Anything you can solve with Microservices can also be solved in some other way. What should have you lean towards it is the need to scale the dev teams. It’s a specific organisational requirement as part of non-functional requirements. This particular requirement should drive you to have independent teams that work together to create a cohesive product whilst keeping their products (or same product’s parts) separate. Each team should have the ability to build and ship their own features and manage their own product backlog, whilst work in tandem and make sure their products/features are integrated well enough to create a cohesive big picture.

If you’re choosing Microservices without having this particular requirement, I have bad news for you: You’re making a mistake. It’s difficult to maintain a Microservices environment and it’s damn difficult to develop in one. Oh, it’s fancy, I’ll give you that. It’s a white whale that everyone chases, just to build something with it at least once in their career. But because that’s not the requirement, you’ll be doing it the wrong way. You’ll be choosing the solution first and then will try to retrofit the requirements to make it work. That will certainly hurt everyone, especially your business.
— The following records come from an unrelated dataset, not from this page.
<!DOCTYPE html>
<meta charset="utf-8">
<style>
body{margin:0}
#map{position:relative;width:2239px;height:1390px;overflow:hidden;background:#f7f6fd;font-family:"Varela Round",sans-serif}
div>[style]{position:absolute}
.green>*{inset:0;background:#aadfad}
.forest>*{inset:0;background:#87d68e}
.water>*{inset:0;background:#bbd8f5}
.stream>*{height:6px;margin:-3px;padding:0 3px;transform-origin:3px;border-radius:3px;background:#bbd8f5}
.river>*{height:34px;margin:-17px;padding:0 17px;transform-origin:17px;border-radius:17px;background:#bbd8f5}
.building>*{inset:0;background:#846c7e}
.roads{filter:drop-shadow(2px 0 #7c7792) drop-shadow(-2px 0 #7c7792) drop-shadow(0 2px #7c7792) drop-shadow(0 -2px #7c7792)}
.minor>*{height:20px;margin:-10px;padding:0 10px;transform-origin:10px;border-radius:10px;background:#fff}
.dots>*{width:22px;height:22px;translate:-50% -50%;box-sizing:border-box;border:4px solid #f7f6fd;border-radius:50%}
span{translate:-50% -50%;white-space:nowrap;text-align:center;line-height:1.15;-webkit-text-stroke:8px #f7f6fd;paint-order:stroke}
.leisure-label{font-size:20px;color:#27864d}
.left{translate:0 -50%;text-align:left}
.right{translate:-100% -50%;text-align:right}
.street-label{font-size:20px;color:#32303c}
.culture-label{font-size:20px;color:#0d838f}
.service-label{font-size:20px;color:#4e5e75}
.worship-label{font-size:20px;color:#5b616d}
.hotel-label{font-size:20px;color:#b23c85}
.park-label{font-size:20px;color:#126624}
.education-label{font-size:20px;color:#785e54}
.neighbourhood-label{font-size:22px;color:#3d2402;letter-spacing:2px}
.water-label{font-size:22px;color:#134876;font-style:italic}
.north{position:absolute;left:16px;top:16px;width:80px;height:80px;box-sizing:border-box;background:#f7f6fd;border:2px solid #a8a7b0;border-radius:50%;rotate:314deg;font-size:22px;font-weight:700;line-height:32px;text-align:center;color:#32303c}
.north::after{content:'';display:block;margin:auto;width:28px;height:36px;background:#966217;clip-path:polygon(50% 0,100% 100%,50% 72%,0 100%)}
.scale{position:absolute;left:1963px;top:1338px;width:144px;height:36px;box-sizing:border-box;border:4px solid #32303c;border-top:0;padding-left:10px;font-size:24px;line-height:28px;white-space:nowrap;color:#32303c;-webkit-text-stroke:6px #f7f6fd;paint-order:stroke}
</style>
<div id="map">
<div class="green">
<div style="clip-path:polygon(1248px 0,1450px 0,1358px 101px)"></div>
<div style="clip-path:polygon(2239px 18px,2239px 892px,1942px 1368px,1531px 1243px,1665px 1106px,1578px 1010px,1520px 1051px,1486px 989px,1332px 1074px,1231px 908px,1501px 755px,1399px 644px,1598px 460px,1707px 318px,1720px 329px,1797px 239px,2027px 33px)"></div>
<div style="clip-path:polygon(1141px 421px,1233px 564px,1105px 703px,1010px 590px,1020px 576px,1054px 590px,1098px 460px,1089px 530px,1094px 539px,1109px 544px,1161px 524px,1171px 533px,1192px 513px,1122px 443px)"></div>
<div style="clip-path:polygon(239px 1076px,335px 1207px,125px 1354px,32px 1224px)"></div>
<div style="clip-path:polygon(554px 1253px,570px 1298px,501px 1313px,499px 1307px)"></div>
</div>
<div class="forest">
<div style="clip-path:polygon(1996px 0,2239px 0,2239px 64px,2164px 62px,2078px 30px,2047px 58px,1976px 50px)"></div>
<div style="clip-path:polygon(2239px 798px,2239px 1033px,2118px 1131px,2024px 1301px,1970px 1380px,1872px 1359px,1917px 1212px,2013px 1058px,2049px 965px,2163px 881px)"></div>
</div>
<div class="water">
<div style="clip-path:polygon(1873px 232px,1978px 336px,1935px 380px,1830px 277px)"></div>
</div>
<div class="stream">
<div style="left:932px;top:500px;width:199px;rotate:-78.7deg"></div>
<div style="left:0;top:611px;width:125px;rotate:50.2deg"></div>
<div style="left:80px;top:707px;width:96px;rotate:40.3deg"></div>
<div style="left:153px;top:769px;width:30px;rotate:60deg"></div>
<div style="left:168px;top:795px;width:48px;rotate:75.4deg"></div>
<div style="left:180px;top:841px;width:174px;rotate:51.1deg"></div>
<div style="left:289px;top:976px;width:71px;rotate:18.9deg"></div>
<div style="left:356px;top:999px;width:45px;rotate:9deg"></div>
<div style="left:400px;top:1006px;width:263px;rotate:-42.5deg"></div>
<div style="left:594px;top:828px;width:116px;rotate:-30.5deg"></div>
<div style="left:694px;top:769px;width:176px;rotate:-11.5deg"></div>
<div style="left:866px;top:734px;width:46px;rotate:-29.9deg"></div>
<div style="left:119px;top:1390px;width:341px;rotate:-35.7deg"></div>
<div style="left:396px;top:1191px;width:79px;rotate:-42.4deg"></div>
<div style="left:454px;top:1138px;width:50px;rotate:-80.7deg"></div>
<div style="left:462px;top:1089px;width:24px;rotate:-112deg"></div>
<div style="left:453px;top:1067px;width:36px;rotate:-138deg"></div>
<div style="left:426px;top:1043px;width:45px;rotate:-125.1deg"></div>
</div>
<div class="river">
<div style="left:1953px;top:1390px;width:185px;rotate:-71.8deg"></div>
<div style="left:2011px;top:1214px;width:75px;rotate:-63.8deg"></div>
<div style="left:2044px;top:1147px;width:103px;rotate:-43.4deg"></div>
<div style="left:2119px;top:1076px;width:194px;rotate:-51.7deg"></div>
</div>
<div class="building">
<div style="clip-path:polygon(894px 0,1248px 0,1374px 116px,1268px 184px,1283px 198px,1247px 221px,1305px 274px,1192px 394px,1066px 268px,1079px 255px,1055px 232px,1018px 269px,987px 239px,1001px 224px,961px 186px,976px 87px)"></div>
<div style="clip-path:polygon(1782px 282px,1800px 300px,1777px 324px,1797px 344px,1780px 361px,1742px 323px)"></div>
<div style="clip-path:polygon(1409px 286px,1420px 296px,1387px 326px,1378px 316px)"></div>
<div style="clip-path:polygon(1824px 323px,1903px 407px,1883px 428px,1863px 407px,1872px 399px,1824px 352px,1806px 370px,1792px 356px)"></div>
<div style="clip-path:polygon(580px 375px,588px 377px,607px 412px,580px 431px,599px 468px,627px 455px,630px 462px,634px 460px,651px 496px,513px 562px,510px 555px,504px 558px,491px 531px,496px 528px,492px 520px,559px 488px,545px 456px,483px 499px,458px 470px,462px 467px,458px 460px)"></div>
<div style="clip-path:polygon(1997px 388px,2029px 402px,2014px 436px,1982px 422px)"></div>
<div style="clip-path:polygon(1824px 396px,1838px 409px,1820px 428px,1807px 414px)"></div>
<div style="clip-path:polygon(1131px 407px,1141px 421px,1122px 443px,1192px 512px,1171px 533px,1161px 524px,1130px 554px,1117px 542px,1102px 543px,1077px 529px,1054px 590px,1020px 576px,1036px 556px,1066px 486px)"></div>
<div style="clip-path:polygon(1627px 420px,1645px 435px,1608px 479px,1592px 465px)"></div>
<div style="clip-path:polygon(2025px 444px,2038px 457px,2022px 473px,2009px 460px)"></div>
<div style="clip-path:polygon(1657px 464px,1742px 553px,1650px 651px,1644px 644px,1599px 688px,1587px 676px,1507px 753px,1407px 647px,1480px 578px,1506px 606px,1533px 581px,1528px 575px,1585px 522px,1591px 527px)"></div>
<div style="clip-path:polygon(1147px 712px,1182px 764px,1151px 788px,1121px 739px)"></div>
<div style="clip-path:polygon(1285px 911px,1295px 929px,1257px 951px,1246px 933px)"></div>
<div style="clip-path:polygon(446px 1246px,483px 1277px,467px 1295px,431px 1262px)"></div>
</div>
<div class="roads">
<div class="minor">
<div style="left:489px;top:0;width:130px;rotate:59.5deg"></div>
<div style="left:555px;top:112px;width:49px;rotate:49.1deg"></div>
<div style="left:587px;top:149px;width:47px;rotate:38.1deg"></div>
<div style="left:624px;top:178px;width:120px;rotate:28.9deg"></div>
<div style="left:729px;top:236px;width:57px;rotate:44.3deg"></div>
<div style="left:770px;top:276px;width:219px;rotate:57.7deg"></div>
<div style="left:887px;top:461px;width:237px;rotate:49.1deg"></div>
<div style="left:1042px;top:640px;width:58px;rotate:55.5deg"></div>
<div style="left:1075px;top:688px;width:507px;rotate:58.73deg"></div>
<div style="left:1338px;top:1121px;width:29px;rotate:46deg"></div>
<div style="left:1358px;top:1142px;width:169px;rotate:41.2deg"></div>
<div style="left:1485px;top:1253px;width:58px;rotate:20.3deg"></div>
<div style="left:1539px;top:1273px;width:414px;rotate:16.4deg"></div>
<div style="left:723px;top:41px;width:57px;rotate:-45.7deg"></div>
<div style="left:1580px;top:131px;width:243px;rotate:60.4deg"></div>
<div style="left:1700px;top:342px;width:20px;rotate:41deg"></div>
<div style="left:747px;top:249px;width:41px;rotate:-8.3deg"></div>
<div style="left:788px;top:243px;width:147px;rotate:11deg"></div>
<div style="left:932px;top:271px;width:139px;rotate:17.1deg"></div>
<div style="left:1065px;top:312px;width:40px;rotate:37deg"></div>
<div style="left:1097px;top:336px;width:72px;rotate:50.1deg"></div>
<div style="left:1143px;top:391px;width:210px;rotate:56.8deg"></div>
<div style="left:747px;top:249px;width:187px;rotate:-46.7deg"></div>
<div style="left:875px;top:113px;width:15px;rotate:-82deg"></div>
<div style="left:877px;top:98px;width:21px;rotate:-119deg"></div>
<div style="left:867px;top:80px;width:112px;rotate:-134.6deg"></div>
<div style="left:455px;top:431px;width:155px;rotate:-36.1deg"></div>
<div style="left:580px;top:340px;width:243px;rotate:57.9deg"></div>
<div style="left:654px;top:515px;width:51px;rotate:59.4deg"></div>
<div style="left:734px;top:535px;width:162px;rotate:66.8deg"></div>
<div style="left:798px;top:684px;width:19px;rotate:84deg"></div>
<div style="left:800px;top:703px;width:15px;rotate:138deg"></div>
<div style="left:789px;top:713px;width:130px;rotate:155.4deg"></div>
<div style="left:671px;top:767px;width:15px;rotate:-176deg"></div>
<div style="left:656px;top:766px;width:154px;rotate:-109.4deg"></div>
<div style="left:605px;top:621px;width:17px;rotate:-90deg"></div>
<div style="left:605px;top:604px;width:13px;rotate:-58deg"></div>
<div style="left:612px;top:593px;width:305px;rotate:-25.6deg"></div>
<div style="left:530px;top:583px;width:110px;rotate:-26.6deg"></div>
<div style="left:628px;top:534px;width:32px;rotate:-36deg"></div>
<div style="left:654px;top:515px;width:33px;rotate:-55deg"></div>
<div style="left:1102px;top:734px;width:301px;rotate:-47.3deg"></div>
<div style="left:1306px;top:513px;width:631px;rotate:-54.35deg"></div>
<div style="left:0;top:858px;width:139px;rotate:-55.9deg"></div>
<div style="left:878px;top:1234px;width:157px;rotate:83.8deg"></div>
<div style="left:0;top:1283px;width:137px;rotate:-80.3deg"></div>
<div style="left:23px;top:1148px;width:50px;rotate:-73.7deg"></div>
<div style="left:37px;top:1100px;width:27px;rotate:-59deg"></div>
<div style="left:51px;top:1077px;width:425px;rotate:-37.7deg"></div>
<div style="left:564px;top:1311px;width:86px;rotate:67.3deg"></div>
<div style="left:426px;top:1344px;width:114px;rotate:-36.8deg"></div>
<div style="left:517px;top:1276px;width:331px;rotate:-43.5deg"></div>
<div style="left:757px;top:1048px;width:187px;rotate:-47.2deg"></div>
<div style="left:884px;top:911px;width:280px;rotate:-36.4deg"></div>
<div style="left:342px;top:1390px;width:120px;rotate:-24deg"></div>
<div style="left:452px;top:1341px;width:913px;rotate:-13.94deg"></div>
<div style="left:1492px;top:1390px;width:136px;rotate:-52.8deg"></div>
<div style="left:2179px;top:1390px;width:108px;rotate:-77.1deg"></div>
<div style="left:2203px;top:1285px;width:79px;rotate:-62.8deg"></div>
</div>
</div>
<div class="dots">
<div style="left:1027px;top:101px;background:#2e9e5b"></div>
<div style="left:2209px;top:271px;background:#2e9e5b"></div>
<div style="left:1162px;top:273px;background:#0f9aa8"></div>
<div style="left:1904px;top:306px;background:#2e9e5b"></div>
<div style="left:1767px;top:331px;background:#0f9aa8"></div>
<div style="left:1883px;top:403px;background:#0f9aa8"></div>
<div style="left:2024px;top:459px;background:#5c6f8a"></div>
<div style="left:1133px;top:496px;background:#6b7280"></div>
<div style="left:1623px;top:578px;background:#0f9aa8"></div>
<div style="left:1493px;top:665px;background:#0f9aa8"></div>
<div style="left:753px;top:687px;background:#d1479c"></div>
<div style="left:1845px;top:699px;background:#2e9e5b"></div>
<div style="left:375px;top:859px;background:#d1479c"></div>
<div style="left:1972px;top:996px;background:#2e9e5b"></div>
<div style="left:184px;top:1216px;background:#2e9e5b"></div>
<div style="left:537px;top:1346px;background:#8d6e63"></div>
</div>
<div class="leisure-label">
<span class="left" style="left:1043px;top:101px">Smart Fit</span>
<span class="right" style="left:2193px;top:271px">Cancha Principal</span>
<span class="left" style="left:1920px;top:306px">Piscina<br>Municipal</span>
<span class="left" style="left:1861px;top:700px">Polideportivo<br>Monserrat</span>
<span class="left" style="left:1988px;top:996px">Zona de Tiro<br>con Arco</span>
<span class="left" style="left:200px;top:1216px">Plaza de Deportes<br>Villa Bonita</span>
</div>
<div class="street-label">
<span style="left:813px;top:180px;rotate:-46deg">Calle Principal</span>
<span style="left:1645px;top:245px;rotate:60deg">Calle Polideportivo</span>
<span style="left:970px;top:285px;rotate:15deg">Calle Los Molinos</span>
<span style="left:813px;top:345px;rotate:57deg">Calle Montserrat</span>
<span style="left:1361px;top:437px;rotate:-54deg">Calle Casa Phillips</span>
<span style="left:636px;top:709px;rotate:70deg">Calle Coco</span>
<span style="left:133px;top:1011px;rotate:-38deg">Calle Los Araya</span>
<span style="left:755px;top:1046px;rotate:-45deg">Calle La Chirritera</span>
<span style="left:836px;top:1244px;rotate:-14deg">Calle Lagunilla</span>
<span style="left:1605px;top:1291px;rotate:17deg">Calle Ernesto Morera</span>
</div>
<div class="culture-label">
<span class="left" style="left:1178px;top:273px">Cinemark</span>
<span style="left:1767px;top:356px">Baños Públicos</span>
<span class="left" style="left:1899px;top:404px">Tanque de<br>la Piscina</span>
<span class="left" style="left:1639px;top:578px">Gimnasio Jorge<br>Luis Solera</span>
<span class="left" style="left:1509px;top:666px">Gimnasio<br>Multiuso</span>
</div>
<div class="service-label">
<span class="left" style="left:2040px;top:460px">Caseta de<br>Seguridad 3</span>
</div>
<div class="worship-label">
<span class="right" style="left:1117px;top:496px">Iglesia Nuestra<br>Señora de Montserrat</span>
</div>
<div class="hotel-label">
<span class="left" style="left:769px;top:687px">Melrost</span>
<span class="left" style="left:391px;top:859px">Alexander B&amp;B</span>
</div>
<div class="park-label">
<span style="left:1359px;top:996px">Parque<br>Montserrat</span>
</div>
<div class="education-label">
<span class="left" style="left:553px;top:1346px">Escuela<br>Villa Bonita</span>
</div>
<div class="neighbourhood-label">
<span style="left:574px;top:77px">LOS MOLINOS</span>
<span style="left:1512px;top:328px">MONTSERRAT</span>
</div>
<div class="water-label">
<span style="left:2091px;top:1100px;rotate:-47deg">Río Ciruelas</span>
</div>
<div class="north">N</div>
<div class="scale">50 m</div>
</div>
A Microservices app that’s messaging based can be done with a single app that subscribes to multiple queues. You can scale it very well, too. API based Microservices can also be done with a few good API apps with an API Management layer in front of it. You won’t need containers, Kubernetes, or sidecars to build any of it. You don’t need to use Event Sourcing, Materialised Views, or CQRS to start building something. Believe me, the majority of the effort you’ll be spending will go to keeping the system upright instead of adding new features to it.

That’s because distributed systems, especially the ones that doesn’t need to be distributed, require a lot of manpower to maintain. If you don’t have the resources maintain one, stay away from Microservices.